▸ **Your assignment**: Could you copy every line of the data that contains "feDisplacementMap"?
------------------------
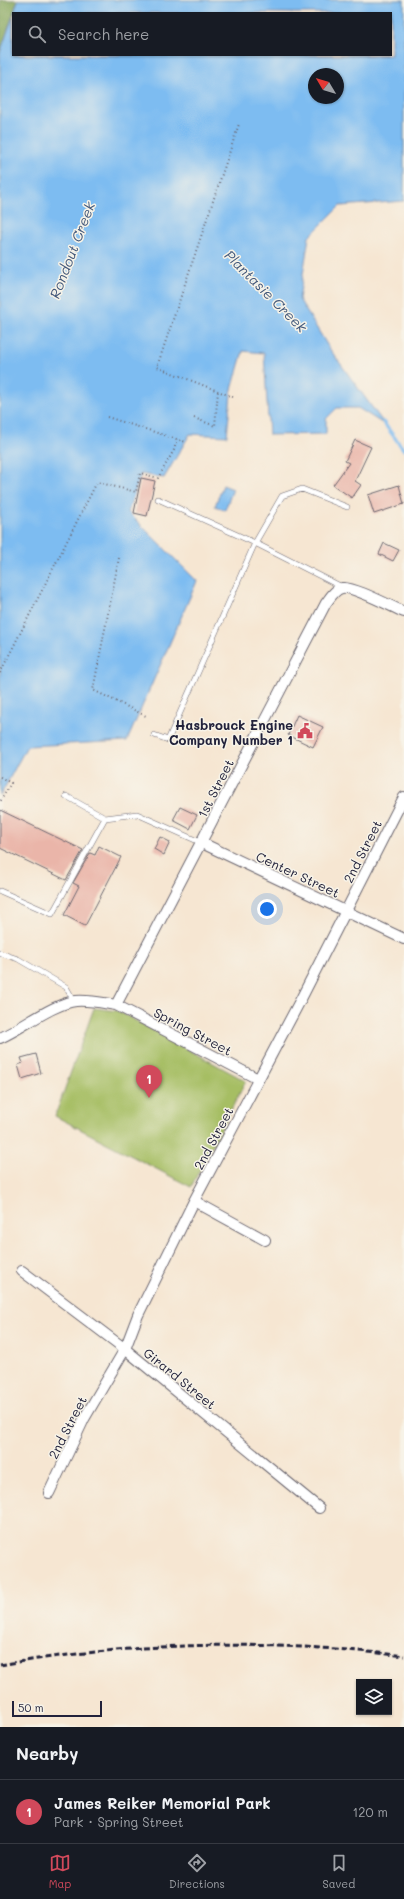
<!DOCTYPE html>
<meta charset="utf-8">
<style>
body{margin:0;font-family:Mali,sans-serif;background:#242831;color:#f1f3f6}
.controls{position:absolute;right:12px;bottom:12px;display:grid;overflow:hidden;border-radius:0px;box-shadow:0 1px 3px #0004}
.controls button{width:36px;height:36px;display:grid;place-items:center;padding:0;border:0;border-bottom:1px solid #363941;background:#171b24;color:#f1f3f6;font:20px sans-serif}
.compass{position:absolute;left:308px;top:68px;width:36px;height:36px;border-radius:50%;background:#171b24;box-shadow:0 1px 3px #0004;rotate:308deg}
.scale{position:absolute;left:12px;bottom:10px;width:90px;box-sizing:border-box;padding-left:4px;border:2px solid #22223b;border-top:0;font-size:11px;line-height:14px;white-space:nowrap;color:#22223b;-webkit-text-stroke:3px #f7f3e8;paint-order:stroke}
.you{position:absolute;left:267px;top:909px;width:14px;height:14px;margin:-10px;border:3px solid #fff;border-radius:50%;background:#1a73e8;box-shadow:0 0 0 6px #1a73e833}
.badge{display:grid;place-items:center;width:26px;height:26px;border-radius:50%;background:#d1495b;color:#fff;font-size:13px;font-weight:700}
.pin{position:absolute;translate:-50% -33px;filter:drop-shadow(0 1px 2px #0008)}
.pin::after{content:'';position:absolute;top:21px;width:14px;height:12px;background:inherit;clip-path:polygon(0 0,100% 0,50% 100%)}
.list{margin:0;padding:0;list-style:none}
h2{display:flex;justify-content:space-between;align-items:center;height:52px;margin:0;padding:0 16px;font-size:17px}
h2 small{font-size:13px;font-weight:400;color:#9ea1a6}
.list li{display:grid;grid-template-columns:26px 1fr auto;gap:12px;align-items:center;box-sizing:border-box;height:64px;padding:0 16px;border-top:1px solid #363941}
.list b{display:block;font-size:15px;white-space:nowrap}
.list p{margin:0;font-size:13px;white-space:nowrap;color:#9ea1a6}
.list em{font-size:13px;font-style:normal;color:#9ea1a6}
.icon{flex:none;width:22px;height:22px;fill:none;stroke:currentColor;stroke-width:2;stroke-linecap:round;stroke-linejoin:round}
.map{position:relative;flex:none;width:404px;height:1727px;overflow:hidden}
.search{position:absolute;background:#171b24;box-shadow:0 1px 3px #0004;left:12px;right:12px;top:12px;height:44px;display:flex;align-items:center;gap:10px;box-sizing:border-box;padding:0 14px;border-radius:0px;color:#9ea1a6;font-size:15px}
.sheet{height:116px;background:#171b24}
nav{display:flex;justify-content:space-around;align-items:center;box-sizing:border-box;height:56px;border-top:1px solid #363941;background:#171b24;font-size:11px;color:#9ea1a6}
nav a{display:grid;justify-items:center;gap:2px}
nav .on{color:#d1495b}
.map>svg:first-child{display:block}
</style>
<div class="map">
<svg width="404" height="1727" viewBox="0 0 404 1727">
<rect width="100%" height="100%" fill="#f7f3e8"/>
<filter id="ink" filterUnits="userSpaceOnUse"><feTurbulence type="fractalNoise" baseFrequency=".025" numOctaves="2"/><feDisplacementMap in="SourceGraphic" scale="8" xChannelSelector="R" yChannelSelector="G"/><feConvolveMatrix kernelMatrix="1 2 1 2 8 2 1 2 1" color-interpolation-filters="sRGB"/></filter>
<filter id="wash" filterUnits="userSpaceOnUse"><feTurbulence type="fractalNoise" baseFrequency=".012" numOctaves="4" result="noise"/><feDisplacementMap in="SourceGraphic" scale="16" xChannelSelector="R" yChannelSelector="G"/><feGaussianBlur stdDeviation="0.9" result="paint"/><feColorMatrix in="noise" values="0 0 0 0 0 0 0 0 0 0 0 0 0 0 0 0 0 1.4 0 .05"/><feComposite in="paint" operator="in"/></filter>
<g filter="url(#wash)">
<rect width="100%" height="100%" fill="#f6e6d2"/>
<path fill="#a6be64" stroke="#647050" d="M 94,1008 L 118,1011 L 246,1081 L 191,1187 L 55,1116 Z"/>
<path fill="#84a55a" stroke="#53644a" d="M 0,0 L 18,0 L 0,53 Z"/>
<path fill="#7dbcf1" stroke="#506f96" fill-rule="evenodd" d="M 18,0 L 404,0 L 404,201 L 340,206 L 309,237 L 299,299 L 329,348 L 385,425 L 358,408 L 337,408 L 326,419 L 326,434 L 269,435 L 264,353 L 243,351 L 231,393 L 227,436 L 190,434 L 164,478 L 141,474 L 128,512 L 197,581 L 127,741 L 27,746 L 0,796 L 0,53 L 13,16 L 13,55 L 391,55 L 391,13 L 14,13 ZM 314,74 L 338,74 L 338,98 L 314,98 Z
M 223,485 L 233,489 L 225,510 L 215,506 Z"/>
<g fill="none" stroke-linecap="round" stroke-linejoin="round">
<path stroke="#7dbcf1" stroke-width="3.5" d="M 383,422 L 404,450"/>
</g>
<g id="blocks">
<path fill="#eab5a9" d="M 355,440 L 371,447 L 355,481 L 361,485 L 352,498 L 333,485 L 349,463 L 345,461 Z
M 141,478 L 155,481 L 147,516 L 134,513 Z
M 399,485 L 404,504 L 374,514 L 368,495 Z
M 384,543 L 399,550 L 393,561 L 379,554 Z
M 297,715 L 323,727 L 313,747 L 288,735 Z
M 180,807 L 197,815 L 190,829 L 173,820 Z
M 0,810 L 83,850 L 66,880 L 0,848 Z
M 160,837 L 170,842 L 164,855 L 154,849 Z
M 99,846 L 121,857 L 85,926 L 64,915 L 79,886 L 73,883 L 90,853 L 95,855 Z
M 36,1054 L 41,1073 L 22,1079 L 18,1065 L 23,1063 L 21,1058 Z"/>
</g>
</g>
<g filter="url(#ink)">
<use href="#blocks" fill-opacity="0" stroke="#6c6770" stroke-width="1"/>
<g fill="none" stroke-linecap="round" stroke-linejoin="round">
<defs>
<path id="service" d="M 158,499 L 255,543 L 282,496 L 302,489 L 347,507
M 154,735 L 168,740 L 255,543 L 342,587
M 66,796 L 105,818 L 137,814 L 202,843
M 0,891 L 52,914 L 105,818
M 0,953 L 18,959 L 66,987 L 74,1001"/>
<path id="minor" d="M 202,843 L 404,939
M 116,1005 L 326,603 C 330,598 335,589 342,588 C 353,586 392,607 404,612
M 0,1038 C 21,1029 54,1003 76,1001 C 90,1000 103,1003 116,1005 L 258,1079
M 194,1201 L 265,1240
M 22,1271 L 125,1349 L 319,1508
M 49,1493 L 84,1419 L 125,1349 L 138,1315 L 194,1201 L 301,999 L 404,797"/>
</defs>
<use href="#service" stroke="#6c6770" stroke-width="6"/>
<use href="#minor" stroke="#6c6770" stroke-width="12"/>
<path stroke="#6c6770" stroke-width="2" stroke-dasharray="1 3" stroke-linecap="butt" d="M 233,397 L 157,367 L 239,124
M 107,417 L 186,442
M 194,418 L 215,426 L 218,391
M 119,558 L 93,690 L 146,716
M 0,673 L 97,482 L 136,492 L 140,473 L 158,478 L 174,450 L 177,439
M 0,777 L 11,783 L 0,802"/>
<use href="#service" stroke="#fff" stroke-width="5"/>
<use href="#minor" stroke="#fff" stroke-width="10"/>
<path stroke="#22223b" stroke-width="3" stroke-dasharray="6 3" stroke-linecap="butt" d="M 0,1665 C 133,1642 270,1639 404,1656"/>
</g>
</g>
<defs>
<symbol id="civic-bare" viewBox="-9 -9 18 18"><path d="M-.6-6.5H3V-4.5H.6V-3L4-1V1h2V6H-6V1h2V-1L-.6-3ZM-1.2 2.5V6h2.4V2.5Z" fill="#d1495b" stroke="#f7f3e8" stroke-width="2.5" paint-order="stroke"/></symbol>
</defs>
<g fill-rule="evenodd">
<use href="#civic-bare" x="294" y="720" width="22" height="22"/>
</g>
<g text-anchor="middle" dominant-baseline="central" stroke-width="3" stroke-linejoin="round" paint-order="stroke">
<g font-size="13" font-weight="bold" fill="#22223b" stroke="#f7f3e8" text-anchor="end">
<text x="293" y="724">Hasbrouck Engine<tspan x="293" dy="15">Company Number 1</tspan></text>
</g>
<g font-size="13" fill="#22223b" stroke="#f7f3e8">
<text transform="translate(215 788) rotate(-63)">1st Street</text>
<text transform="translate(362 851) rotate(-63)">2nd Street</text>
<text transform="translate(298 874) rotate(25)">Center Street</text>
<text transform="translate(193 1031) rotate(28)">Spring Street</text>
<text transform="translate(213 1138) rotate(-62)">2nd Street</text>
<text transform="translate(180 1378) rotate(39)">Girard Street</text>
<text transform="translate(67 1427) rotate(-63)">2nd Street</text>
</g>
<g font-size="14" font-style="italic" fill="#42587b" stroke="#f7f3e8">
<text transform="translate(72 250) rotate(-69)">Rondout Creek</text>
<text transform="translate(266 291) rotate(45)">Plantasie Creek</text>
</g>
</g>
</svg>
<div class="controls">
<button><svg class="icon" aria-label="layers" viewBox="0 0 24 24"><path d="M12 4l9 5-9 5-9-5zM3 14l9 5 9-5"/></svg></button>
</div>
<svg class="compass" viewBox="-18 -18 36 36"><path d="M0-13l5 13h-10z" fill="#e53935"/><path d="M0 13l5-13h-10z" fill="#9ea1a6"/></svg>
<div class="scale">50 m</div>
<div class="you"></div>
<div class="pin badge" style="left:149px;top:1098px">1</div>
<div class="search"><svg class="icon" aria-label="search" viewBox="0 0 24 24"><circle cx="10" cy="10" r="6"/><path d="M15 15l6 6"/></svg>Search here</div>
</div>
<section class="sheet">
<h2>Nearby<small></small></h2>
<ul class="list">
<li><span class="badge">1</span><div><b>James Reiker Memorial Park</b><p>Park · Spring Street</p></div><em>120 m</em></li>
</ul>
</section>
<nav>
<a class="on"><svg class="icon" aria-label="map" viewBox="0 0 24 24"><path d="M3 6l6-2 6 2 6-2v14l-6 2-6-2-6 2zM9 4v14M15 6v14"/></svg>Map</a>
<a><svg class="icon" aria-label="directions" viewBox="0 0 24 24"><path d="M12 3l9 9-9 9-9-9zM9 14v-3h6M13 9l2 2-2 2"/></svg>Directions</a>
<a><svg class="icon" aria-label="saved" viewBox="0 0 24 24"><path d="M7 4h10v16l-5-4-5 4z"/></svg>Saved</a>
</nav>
------------------------
▸ **Task answer**:
<filter id="ink" filterUnits="userSpaceOnUse"><feTurbulence type="fractalNoise" baseFrequency=".025" numOctaves="2"/><feDisplacementMap in="SourceGraphic" scale="8" xChannelSelector="R" yChannelSelector="G"/><feConvolveMatrix kernelMatrix="1 2 1 2 8 2 1 2 1" color-interpolation-filters="sRGB"/></filter>
<filter id="wash" filterUnits="userSpaceOnUse"><feTurbulence type="fractalNoise" baseFrequency=".012" numOctaves="4" result="noise"/><feDisplacementMap in="SourceGraphic" scale="16" xChannelSelector="R" yChannelSelector="G"/><feGaussianBlur stdDeviation="0.9" result="paint"/><feColorMatrix in="noise" values="0 0 0 0 0 0 0 0 0 0 0 0 0 0 0 0 0 1.4 0 .05"/><feComposite in="paint" operator="in"/></filter>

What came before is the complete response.